Dieser neueste Teil der Reihe um Siggi Baumeister ist ein echtes Highlight der ohnehin schon wirklich tollen und mitreissenden Krimireihe: Siggis Freund, der pensionierte Mordermittler Rodenstock hatte im letzten Band "
Mond über der Eifel" einen Schlaganfall. Er hat überlebt, aber nun sitzt er im Rollstuhl, spricht nicht, ausser um alle, die ihm nahestehen zu beleidigen, lässt keinen an sich heran. Das macht auch Siggi und Rodenstocks Frau Emma fertig.

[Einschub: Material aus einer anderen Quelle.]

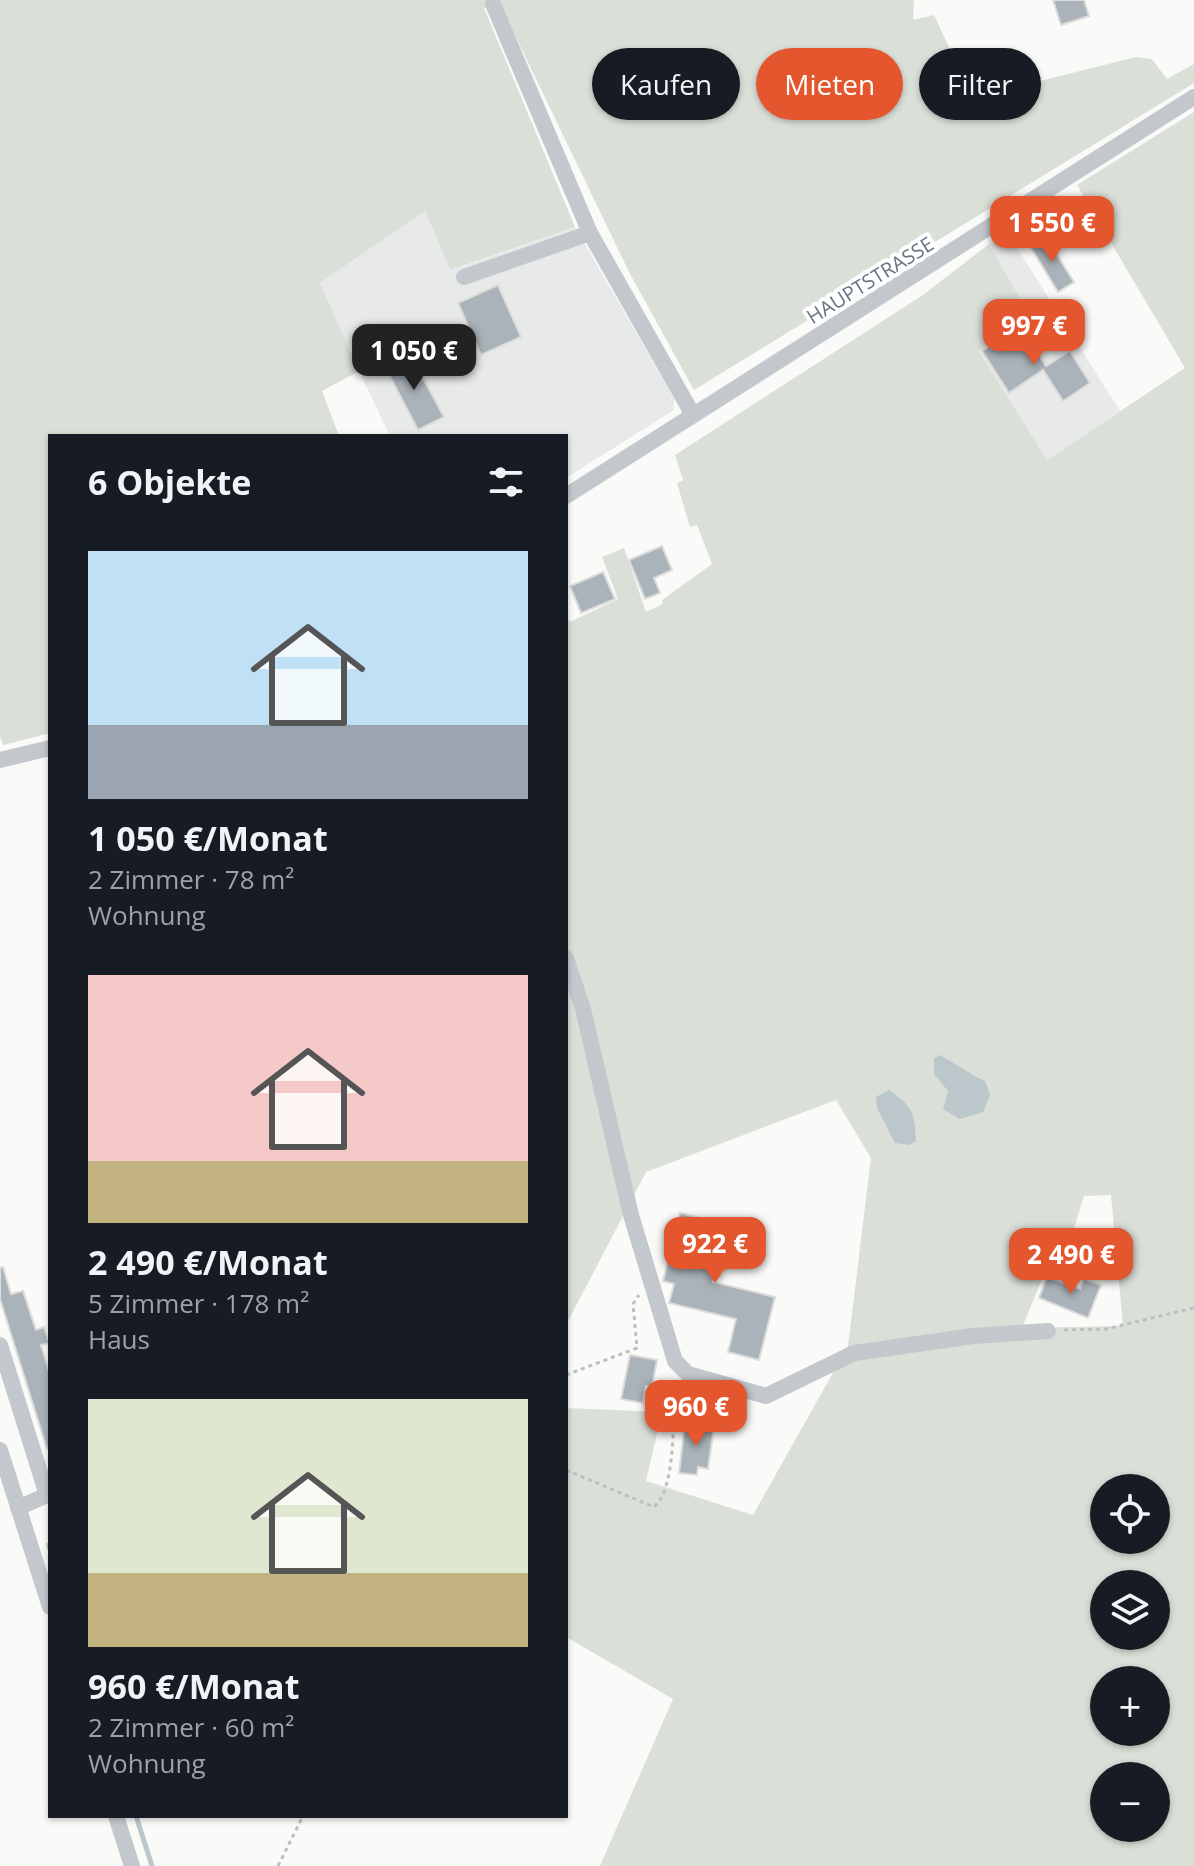 <!DOCTYPE html>
<html lang="de">
<head>
<meta charset="utf-8">
<style>
	:root { --surface:#171b24; --page:#20242c; --text:#f1f3f6; --muted:#9ea1a6; --accent:#e4572e }
	body { margin:0; font-family:"Open Sans",sans-serif; background:var(--page); color:var(--text); height:100vh; display:flex; flex-direction:column; font-size:30px; white-space:nowrap }
	* { box-sizing:border-box; margin:0 }
	p { font-size:26px; color:var(--muted) }
	.icon { flex:none; width:44px; height:44px; fill:none; stroke:currentColor; stroke-width:2; stroke-linecap:round; stroke-linejoin:round }
	.map { position:relative; flex:1; overflow:hidden }
	.side { position:absolute; left:48px; top:434px; width:520px; height:1384px; display:flex; flex-direction:column; background:var(--surface); border-radius:0px; box-shadow:0 2px 6px #0004 }
	.side>* { flex:none }
	.top-card { position:absolute; left:592px; top:48px; width:482px; height:72px; display:flex; gap:16px }
	.controls { position:absolute; left:1090px; top:1474px; display:grid; gap:16px }
	.controls a { display:grid; place-items:center; width:80px; height:80px; border-radius:50%; background:var(--surface); box-shadow:0 2px 6px #0004; font-size:40px }
	.price { position:absolute; translate:-50% -68px; padding:0 18px; border-radius:16px; background:var(--accent); color:#fff; font-size:26px; line-height:52px; filter:drop-shadow(0 2px 4px #0008) }
	.price::after { content:''; position:absolute; left:50%; top:48px; width:24px; height:18px; margin-left:-12px; background:inherit; clip-path:polygon(0 0,100% 0,50% 100%) }
	.price.selected { background:#222; color:#fff }
	ul { padding:0; list-style:none }
	li { display:grid; align-content:center; gap:16px; height:424px; padding:0 40px }
	li span { display:grid; place-items:center; height:248px; border-radius:0px; color:#555 }
	li>.icon { margin-inline-start:auto }
	span .icon { width:144px; height:144px; fill:#fffc; stroke-width:1 }
	li b { font-size:34px }
	h2 { display:flex; justify-content:space-between; align-items:center; height:96px; padding:0 40px; font-size:34px }
	.chip { padding:0 28px; border-radius:36px; background:var(--surface); box-shadow:0 2px 6px #0004; font-size:28px; line-height:72px }
	.chip.selected { background:var(--accent); color:#fff }
	.map>svg:first-child { display:block }
</style>
</head>
<body>
<div class="map">
<svg width="1194" height="1866" viewBox="0 0 1194 1866">
	<rect width="100%" height="100%" fill="#fafaf8"/>
	<!-- built -->
	<g fill="#e8e9e9">
		<path d="M 425,211 L 450,270 L 575,227 L 674,398 L 674,410 L 566,478 L 566,436 L 390,436 L 346,344 L 320,283 Z"/>
		<path d="M 1007,232 L 1120,411 L 1047,460 L 979,351 L 1031,317 L 989,244 Z"/>
	</g>
	<!-- green -->
	<g fill="#dadfd7" fill-rule="evenodd">
		<path d="M 0,0 L 914,0 L 913,20 L 934,15 L 965,82 L 1007,85 L 1036,82 L 1136,57 L 1152,59 L 1167,79 L 1194,64 L 1194,83 L 694,390 L 629,272 L 499,2 L 484,8 L 575,227 L 450,270 L 425,211 L 320,283 L 359,371 L 322,391 L 339,436 L 50,436 L 50,733 L 3,745 L 0,736 Z"/>
		<path d="M 1194,112 L 1194,1866 L 600,1866 L 673,1699 L 566,1637 L 566,1408 L 662,1412 L 646,1481 L 753,1515 L 848,1346 L 871,1158 L 836,1100 L 646,1172 L 566,1325 L 566,616 L 570,622 L 618,599 L 602,557 L 624,548 L 646,612 L 663,604 L 662,600 L 712,564 L 697,525 L 690,527 L 677,483 L 683,480 L 675,455 L 923,295 L 989,244 L 1031,317 L 979,351 L 1047,460 L 1185,368 L 1077,185 ZM 1111,1195 L 1123,1326 L 1022,1328 L 1050,1259 L 1063,1264 L 1084,1196 ZM 1104,1488 L 1156,1488 L 1156,1540 L 1104,1540 ZM 1104,1584 L 1156,1584 L 1156,1636 L 1104,1636 ZM 1104,1680 L 1156,1680 L 1156,1732 L 1104,1732 ZM 1104,1776 L 1156,1776 L 1156,1828 L 1104,1828 Z"/>
	</g>
	<!-- water -->
	<g fill="#bbc7cb">
		<path d="M 939,1055 C 956,1063 967,1073 985,1081 L 990,1095 L 983,1112 L 960,1119 L 943,1109 L 948,1091 L 934,1074 L 934,1059 Z"/>
		<path d="M 889,1090 C 913,1107 914,1112 916,1141 L 909,1145 L 895,1143 L 877,1108 L 876,1097 Z"/>
	</g>
	<g fill="none" stroke-linecap="round" stroke-linejoin="round">
		<!-- stream -->
		<g stroke="#bbc7cb" stroke-width="5">
			<path d="M 49,1545 L 50,1549"/>
			<path d="M 136,1816 L 152,1866"/>
		</g>
	</g>
	<!-- building -->
	<g fill="#aab3b9" stroke="#dcdcda" stroke-width="2">
		<path d="M 1053,0 L 1084,0 L 1089,16 L 1061,25 Z"/>
		<path d="M 1045,236 L 1074,282 L 1058,292 L 1030,246 Z"/>
		<path d="M 498,285 L 521,337 L 481,355 L 458,303 Z"/>
		<path d="M 1011,332 L 1024,351 L 1033,345 L 1046,366 L 1070,351 L 1090,383 L 1063,401 L 1043,370 L 1009,393 L 982,351 Z"/>
		<path d="M 410,354 L 444,417 L 418,430 L 385,367 Z"/>
		<path d="M 662,546 L 672,570 L 654,578 L 660,593 L 645,599 L 629,560 Z"/>
		<path d="M 603,572 L 615,599 L 581,613 L 570,586 Z"/>
		<path d="M 680,1213 L 727,1225 L 713,1282 L 775,1297 L 759,1360 L 728,1352 L 736,1319 L 669,1303 L 674,1284 L 663,1281 Z"/>
		<path d="M 3,1267 L 11,1294 L 23,1291 L 36,1330 L 44,1327 L 49,1343 L 41,1345 L 50,1375 L 50,1449 L 47,1449 L 0,1299 L 0,1268 Z"/>
		<path d="M 1047,1277 L 1080,1289 L 1084,1279 L 1101,1285 L 1088,1318 L 1039,1298 Z"/>
		<path d="M 630,1355 L 657,1360 L 652,1387 L 646,1386 L 643,1403 L 621,1399 Z"/>
		<path d="M 685,1422 L 714,1426 L 708,1469 L 698,1467 L 697,1475 L 679,1473 Z"/>
	</g>
	<g fill="none" stroke-linecap="round" stroke-linejoin="round">
		<!-- path -->
		<g stroke="#bbbfc2" stroke-width="3" stroke-dasharray="4 4" stroke-linecap="butt">
			<path d="M 1064,1330 L 1106,1329 L 1194,1308"/>
			<path d="M 566,1375 L 637,1348 L 633,1304 L 639,1295"/>
			<path d="M 566,1470 L 654,1507 C 677,1488 673,1411 674,1381"/>
			<path d="M 278,1866 L 303,1816"/>
		</g>
		<!-- minor -->
		<g stroke="#c3c8cc" stroke-width="16">
			<path d="M 493,4 L 590,233 L 693,415"/>
			<path d="M 464,277 L 590,233"/>
			<path d="M 566,496 L 1194,97"/>
			<path d="M 0,760 L 50,748"/>
			<path d="M 566,958 L 583,1009 L 631,1215 L 675,1361 L 688,1374 L 766,1396 L 854,1353 L 973,1336 L 1048,1331"/>
			<path d="M 0,1345 L 47,1495 L 18,1508"/>
			<path d="M 0,1450 L 50,1607"/>
			<path d="M 116,1816 L 132,1866"/>
		</g>
	</g>
	<g text-anchor="middle" dominant-baseline="central" stroke-width="8" stroke-linejoin="round" paint-order="stroke">
		<!-- street labels -->
		<g font-size="20" fill="#657683" stroke="#fff">
			<text transform="translate(870 280) rotate(-32)">HAUPTSTRASSE</text>
		</g>
	</g>
</svg>
<div class="controls">
<a><svg class="icon" aria-label="locate" viewBox="0 0 24 24"><circle cx="12" cy="12" r="6"/><path d="M12 2v4M12 18v4M2 12h4M18 12h4"/></svg></a>
<a><svg class="icon" aria-label="layers" viewBox="0 0 24 24"><path d="M12 4l9 5-9 5-9-5zM3 14l9 5 9-5"/></svg></a>
<a>+</a>
<a>−</a>
</div>
<b class="price" style="left:1052px;top:264px">1 550 €</b>
<b class="price" style="left:1034px;top:367px">997 €</b>
<b class="price selected" style="left:414px;top:392px">1 050 €</b>
<b class="price" style="left:715px;top:1285px">922 €</b>
<b class="price" style="left:1071px;top:1296px">2 490 €</b>
<b class="price" style="left:696px;top:1448px">960 €</b>
<div class="top-card">
<a class="chip">Kaufen</a>
<a class="chip selected">Mieten</a>
<a class="chip">Filter</a>
</div>
<section class="side">
<h2>6 Objekte<svg class="icon" aria-label="filters" viewBox="0 0 24 24"><path d="M4 7h16M4 17h16"/><circle cx="9" cy="7" r="2"/><circle cx="15" cy="17" r="2"/></svg></h2>
<ul>
<li><span style="background:linear-gradient(#bfe0f5 70%,#9aa5b1 0)"><svg class="icon" aria-label="home" viewBox="0 0 24 24"><path d="M3 11l9-7 9 7M6 9v11h12V9"/></svg></span><div><b>1 050 €/Monat</b><p>2 Zimmer · 78 m²</p><p>Wohnung</p></div></li>
<li><span style="background:linear-gradient(#f6c9c9 75%,#c2b280 0)"><svg class="icon" aria-label="home" viewBox="0 0 24 24"><path d="M3 11l9-7 9 7M6 9v11h12V9"/></svg></span><div><b>2 490 €/Monat</b><p>5 Zimmer · 178 m²</p><p>Haus</p></div></li>
<li><span style="background:linear-gradient(#dfe7d0 70%,#c2b280 0)"><svg class="icon" aria-label="home" viewBox="0 0 24 24"><path d="M3 11l9-7 9 7M6 9v11h12V9"/></svg></span><div><b>960 €/Monat</b><p>2 Zimmer · 60 m²</p><p>Wohnung</p></div></li>
</ul>
</section>
</div>
</body>
</html>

Für die beiden ist es ein echter Lichtblick als in derselben Nacht Werner - ein alter Freund Siggis- und Emmas verwöhnte Nichte Jennifer bei Siggi Asyl suchen.
Da wird Claudio Bremm ermordet, Topmanager der zwielichtigen Nürburgring GmbH, die auf eine spektakuläre Pleite mit reichlich Steuerzahler-Millionen zusteuert. Kurz darauf wird ein Bauer, der gegen die GmbH prozessiert hatte erschossen, ein anderer Bauer wird überfallen und verschwindet spurlos.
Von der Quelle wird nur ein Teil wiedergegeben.